Data excerpts:
====

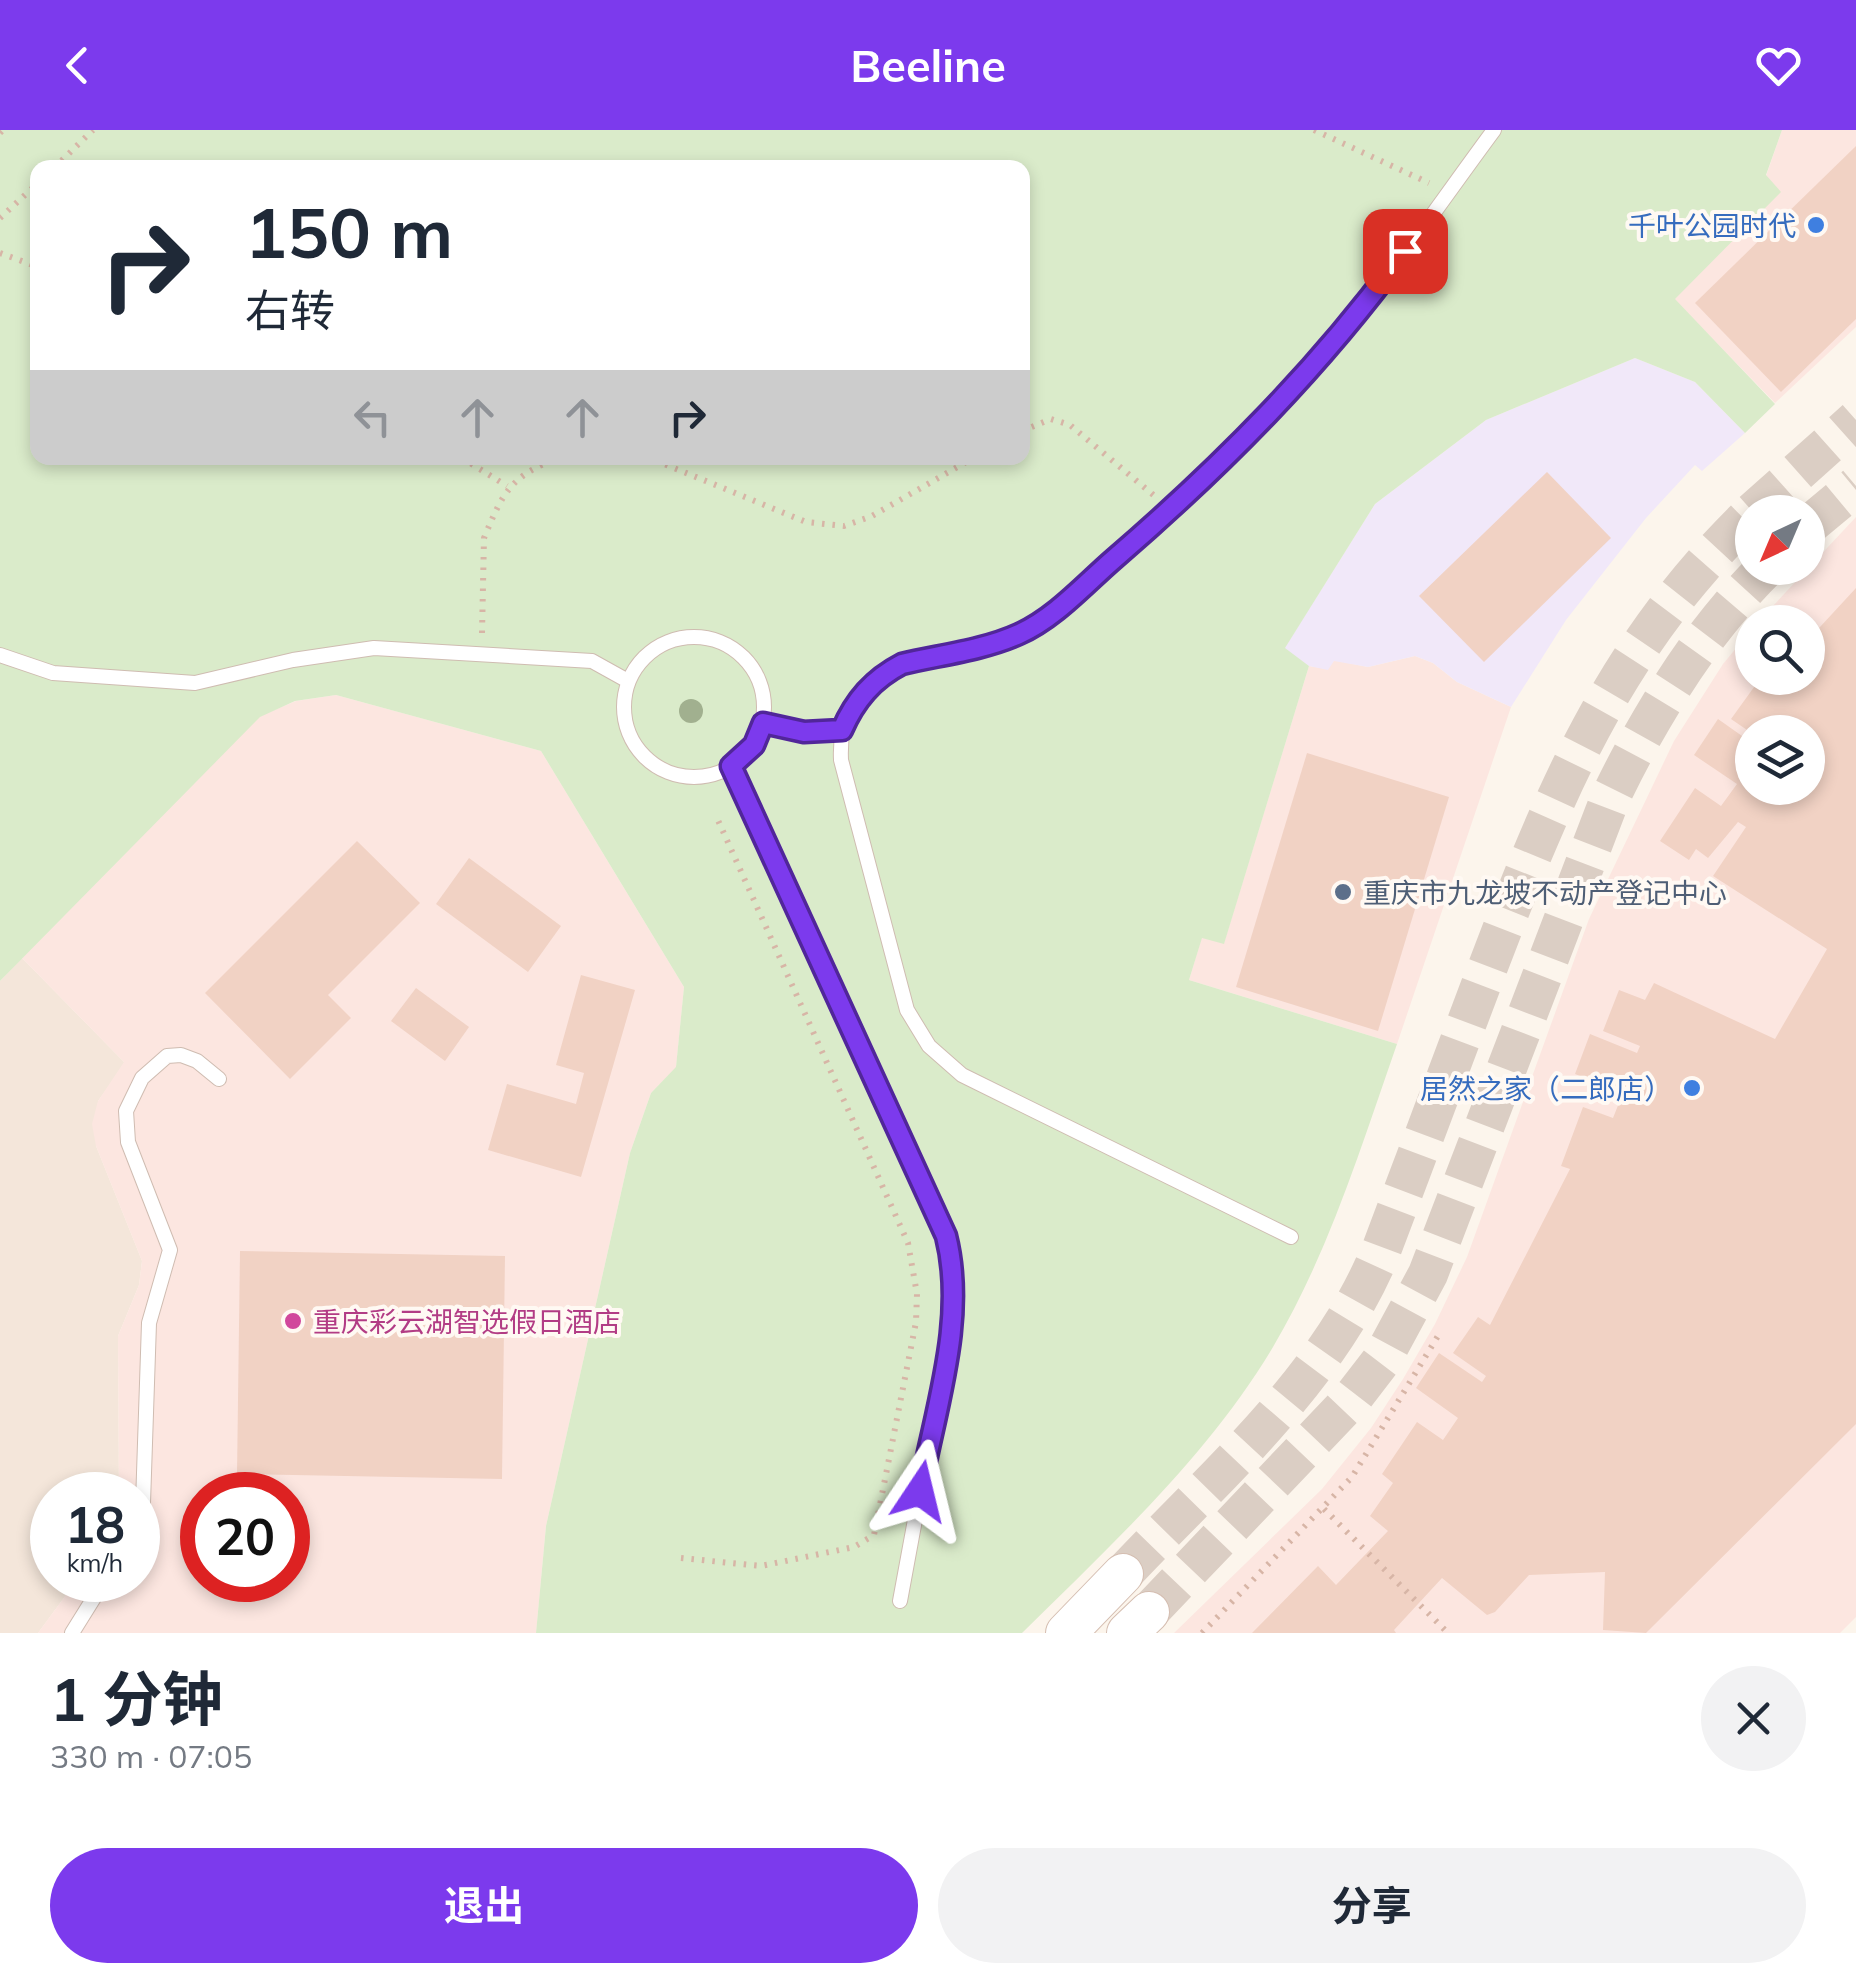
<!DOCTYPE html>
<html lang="zh">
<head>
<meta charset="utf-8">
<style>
	:root { --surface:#fff; --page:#f2f2f3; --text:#1f2937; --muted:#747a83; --accent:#7c3aed }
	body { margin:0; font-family:Mulish,"Noto Sans SC",sans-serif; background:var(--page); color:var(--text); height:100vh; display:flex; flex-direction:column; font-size:38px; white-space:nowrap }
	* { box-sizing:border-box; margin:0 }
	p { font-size:32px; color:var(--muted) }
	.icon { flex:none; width:55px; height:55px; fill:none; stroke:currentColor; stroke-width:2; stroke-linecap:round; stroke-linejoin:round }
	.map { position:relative; height:1503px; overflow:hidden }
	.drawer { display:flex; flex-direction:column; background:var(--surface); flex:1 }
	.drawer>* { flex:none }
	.hud { position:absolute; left:30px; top:30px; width:1000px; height:305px; border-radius:20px; box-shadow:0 5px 15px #0003; background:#fff; color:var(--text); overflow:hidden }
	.needle { width:65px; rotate:224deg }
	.fabs { position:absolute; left:1735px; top:365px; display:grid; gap:20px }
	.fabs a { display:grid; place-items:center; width:90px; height:90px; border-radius:50%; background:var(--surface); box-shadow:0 5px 15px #0003; font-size:50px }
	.speed { position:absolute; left:30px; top:1342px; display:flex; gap:20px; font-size:50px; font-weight:700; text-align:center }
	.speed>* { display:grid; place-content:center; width:130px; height:130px; border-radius:50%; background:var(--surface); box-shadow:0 5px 15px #0003; line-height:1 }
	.speed small { font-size:25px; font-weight:400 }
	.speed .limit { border:15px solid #d22; background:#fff; color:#111 }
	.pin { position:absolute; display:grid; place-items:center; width:85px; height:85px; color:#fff; margin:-42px; border-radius:20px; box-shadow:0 5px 15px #0006 }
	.me { position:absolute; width:110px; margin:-55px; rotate:10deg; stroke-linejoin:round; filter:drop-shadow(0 0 8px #0008) }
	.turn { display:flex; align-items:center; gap:35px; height:210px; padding:0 50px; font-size:45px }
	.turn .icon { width:130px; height:130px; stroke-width:2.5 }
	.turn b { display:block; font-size:70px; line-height:85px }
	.lanes { display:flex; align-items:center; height:95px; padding:0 50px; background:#0003; justify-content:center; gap:50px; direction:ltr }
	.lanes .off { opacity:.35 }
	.round { display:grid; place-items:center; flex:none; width:105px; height:105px; border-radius:52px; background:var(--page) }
	.summary { display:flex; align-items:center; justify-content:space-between; height:170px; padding:0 50px }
	h1 { font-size:60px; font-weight:700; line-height:75px }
	.primary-button { display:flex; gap:20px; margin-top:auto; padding:20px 50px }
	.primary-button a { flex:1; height:115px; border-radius:60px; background:var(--accent); color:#fff; font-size:40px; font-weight:700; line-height:115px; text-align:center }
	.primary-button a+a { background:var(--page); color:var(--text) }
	header { display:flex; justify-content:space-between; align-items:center; height:130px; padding:0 50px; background:var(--accent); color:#fff; font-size:45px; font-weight:700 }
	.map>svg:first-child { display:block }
	.residential { fill:#f4e6da }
	.commercial { fill:#fce6e0; fill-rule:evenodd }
	.education { fill:#f1e8f9 }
	.green { fill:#daebca; fill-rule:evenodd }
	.building { fill:#f1d2c4 }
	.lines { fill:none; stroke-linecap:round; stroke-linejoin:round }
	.secondary-tunnel { stroke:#dbcec4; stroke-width:40; stroke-dasharray:40 20; stroke-linecap:butt }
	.service-casing { stroke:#cfbcb1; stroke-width:16 }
	.secondary-casing { stroke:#d5beb1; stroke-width:42 }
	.path { stroke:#d7b5a6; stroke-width:6; stroke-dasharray:2.5 8; stroke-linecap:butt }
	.service { stroke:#fff; stroke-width:14 }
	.secondary { stroke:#fff; stroke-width:40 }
	.tree { fill:#a1b08f }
	.route-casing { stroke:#51269a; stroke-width:25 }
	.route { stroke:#7c3aed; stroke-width:18 }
	.shop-dot { fill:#3f7fe0; stroke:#fff9f3; stroke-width:4 }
	.service-dot { fill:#5c6f8a; stroke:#fff9f3; stroke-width:4 }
	.hotel-dot { fill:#d1479c; stroke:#fff9f3; stroke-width:4 }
	.labels { text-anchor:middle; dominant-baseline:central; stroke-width:8; stroke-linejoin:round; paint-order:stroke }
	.shop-label { font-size:28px; fill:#366cbe; stroke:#fff9f3; text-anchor:end }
	.service-label { font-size:28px; fill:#4e5e75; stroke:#fff9f3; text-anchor:start }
	.hotel-label { font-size:28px; fill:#b23c85; stroke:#fff9f3; text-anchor:start }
</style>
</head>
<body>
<header><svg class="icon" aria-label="back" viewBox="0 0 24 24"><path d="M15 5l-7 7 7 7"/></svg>Beeline<svg class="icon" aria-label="heart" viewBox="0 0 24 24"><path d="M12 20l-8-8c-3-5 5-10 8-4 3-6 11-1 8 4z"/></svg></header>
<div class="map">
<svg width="1856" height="1503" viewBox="0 0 1856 1503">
	<rect width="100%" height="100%" fill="#fcf5ec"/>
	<polygon class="residential" points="22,828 125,933 98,971 96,1016 142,1131 139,1155 118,1206 119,1365 52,1365 52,1450 77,1450 38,1503 0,1503 0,851"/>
	<g class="commercial">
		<polygon points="1782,0 1856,0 1856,197 1775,273 1674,169 1780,62 1766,46"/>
		<path d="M1856,387V1487L1840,1503H1174L1322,1359L1371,1298L1403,1249L1435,1194L1467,1127L1589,789L1674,611L1723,534L1752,499V548H1808V492H1758ZM1752,602H1808V658H1752Z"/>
		<polygon points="1415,526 1433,533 1457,552 1511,577 1397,914 1189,850 1202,807 1224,813 1309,536 1328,539 1333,530 1368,537"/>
		<path d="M336,565L541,621L684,857L676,938L651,963L630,1023L546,1396L536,1503H38L77,1450H138V1365H119L118,1206L139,1155L142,1131L96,1016L92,994L98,971L124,932L22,828L260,586L296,571ZM202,1365H288V1450H202Z"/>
	</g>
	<polygon class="education" points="1635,228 1695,252 1745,303 1702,341 1695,335 1646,388 1566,490 1511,577 1457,552 1433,533 1415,526 1368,537 1334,531 1328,540 1309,536 1284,519 1375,374 1486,290"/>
	<path class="green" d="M0,0H1782L1766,45L1781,62L1675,169L1775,274L1745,303L1695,252L1635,228L1486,290L1375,374L1285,518L1309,536L1224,814L1202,808L1189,850L1397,914C1361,1017 1329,1122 1273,1217C1207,1327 1112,1414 1022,1503H536L546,1396L630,1023L651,963L676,937L684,857L541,621L336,565L295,571L260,587L0,851ZM38,38H1022V328H38Z"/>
	<g class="building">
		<polygon points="1856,16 1856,189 1781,262 1695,173"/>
		<polygon points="1547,342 1611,408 1484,532 1419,466"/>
		<polygon points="1856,458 1856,1294 1646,1503 1603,1500 1605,1442 1529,1445 1495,1482 1487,1485 1442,1448 1394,1500 1396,1503 1252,1503 1318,1436 1336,1455 1388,1401 1370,1386 1393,1353 1382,1344 1417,1292 1443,1310 1458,1288 1416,1258 1439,1223 1482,1252 1486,1246 1453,1223 1478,1187 1490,1195 1570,1039 1561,1036 1583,977 1613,988 1623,963 1575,944 1590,904 1637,923 1640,916 1603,901 1619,860 1645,870 1654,853 1775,909 1827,819 1713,746 1746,697 1738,692 1708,728 1696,719 1689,730 1660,711 1695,658 1721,676 1737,654 1694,625 1718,589 1752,613 1752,658 1808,658 1808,602 1750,602 1731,589 1757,553 1763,557 1773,548 1808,548 1808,510"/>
		<polygon points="1307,623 1449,667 1378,901 1236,857"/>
		<polygon points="357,711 420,773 328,865 351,888 290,949 205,863"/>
		<polygon points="469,728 561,796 528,842 436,774"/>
		<polygon points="581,845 635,860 581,1047 488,1020 507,954 576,974 584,943 556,935"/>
		<polygon points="416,858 469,897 445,931 391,891"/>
		<polygon points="240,1121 505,1126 502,1349 237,1344"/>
	</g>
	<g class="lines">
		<g class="secondary-tunnel">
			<polyline points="1753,382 1856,290"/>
			<polyline points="1808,396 1856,356"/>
			<path d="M1123,1444C1218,1343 1329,1249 1382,1118C1416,1028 1450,937 1484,847C1553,666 1610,521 1752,383"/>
			<path d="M1149,1482L1351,1270L1381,1231L1428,1144L1611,666C1651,584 1701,502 1766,438"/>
		</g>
		<g class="service-casing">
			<g id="service">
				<circle cx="694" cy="577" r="70"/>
				<polyline points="0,525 53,543 195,553 293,530 374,518 592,531 628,551"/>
				<polyline points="763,593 804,601 842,600"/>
				<polyline points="731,637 936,1077 953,1133 953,1184 900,1471"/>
				<path d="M1291,1107L962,945L929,916L907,880L841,630C836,518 949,535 1018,505C1032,499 1045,489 1056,479C1137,411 1219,342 1291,264C1366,183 1428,89 1494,0"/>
				<polyline points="138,1391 143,1373 149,1193 170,1120 128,1012 126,981 142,948 167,926 181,925 197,931 219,949"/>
				<polyline points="72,1503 105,1450"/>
			</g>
		</g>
		<g class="secondary-casing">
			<g id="secondary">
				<polyline points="1066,1503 1123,1444"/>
				<polyline points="1127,1503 1149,1482"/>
			</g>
		</g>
		<g class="path">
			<polyline points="1314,0 1429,53"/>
			<polyline points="0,3 3,0"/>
			<polyline points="54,38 93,0"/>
			<polyline points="0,88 38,53"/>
			<polyline points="0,123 38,137"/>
			<polyline points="1022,301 1051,289 1070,295 1157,368"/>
			<polyline points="462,328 507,356"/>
			<polyline points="593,328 652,329 806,392 844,396 872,386 973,328"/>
			<path d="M482,503L484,408C503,362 511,346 558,328"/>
			<polyline points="1324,1379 1448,1503"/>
			<polyline points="681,1428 761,1436 854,1417 874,1405 916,1192 917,1164 908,1113 717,688"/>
			<polyline points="1202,1503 1352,1347 1441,1201"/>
		</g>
		<use href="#service" class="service"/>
		<use href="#secondary" class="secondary"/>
	</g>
	<circle class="tree" cx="691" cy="581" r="12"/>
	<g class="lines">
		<g class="route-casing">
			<path id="route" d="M920,1361C935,1279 967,1189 946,1106L731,636L754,615L763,593L804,602L842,600C855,570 873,549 902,534C940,525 984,520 1019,504C1055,488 1085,454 1114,429C1223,335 1320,237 1405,121"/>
		</g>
		<use href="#route" class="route"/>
	</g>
	<g class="shop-dot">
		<circle cx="1816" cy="95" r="10"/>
		<circle cx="1692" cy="958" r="10"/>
	</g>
	<circle class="service-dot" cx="1343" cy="762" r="10"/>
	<circle class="hotel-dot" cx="293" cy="1191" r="10"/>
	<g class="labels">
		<g class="shop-label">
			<text x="1796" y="95">千叶公园时代</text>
			<text x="1672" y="958">居然之家（二郎店）</text>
		</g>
		<g class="service-label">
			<text x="1363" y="762">重庆市九龙坡不动产登记中心</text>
		</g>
		<g class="hotel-label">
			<text x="313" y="1191">重庆彩云湖智选假日酒店</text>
		</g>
	</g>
</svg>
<div class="fabs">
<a><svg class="needle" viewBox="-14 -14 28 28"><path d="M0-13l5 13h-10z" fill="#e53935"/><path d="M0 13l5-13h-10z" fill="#747a83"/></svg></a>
<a><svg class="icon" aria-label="search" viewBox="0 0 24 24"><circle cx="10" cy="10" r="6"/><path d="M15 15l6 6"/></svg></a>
<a><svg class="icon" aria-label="layers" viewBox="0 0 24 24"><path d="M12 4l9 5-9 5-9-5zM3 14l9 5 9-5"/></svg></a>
</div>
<div class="speed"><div>18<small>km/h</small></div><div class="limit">20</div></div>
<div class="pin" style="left:1405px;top:121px;background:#d93025"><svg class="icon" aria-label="arrive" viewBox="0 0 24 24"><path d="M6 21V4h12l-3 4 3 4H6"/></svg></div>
<svg class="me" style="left:920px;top:1361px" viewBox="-20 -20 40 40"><path d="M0-17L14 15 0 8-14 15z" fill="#7c3aed" stroke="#fff" stroke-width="4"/></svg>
<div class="hud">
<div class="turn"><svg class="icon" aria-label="right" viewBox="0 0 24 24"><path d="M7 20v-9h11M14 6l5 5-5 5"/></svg><div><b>150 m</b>右转</div></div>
<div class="lanes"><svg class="icon off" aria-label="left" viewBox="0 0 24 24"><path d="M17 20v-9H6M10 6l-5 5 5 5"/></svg><svg class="icon off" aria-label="ahead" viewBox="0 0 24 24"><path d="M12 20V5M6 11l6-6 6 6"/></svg><svg class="icon off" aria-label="ahead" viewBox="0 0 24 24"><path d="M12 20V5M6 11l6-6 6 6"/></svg><svg class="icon" aria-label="right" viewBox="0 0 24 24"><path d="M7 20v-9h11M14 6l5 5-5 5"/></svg></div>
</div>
</div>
<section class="drawer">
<div class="summary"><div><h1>1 分钟</h1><p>330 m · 07:05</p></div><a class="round"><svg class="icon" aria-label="close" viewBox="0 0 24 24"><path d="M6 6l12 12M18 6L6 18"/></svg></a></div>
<div class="primary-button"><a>退出</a><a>分享</a></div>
</section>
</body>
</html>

====

Action item: In the listing above, find each line containing "overflow" and copy it.

Problem solution:
	.map { position:relative; height:1503px; overflow:hidden }
	.hud { position:absolute; left:30px; top:30px; width:1000px; height:305px; border-radius:20px; box-shadow:0 5px 15px #0003; background:#fff; color:var(--text); overflow:hidden }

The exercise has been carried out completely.